Let's assume a right triangle where ∠BAC =90° and a perpendicular has been drawn to hypotenuse "BC" from point "A". And this perpendicular intersects hypotenuse at point "D" such that ∠ADB and ∠ADC equal to 90°. Does this perpendicular bisects the angle ∠BAC? One video lecture says that this perpendicular does not bisect ∠BAC, i.e ∠BAD and ∠CAD are not equal, and they are not 45°. The link of this video lecture is given below:
Let's assume another figure where an equilateral triangle has been drawn inside a circle.

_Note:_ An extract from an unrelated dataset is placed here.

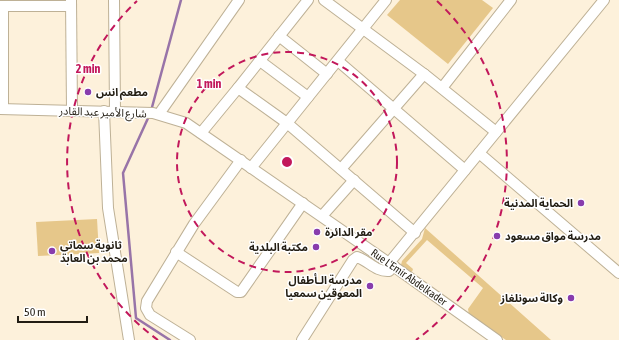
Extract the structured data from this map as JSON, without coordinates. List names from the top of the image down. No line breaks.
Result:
{"streets":{"street":["شارع الأمير عبد القادر","Rue L'Emir Abdelkader"]},"crossings":[["شارع الأمير عبد القادر","Rue L'Emir Abdelkader"]],"places":["مطعم انس","الحماية المدنية","مقر الدائرة","مدرسة مواق مسعود","مكتبة البلدية","ثانوية سماتي محمد بن العابد","مدرسة الـأطفال المعوقين سمعيا","وكالة سونلغاز"],"scale_bar":"50 m","rings":["2 min","1 min"]}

Each angle Angle of that equilateral triangle is 60°. Central angle∠AOC drawn on the arc AC is twice the inscribed angle ∠ABC drawn on that same arch AC. Since ∠ABC equals to 60°, ∠AOC is 120°. A perpendicular has been drawn to line AC, bisecting the angle ∠AOC into two equal half, i.e ∠AOD and ∠COD are equal to 60°. And OD is perpendicular to AC. (These lines about equilateral triangle drawn inside a circle have been taken from a video lecture made by Khan Academy link of which has been given below).
In case of 1, perpendicular drawn from point A to hypotenuse "BC" doesn't bisect the angle BAC, and in case of 2, perpendicular drawn from point "O" to line AC bisects ∠AOC. Please, let me know when a perpendicular drawn through an angle to a line of a triangle bisects that angle and when it doesn't.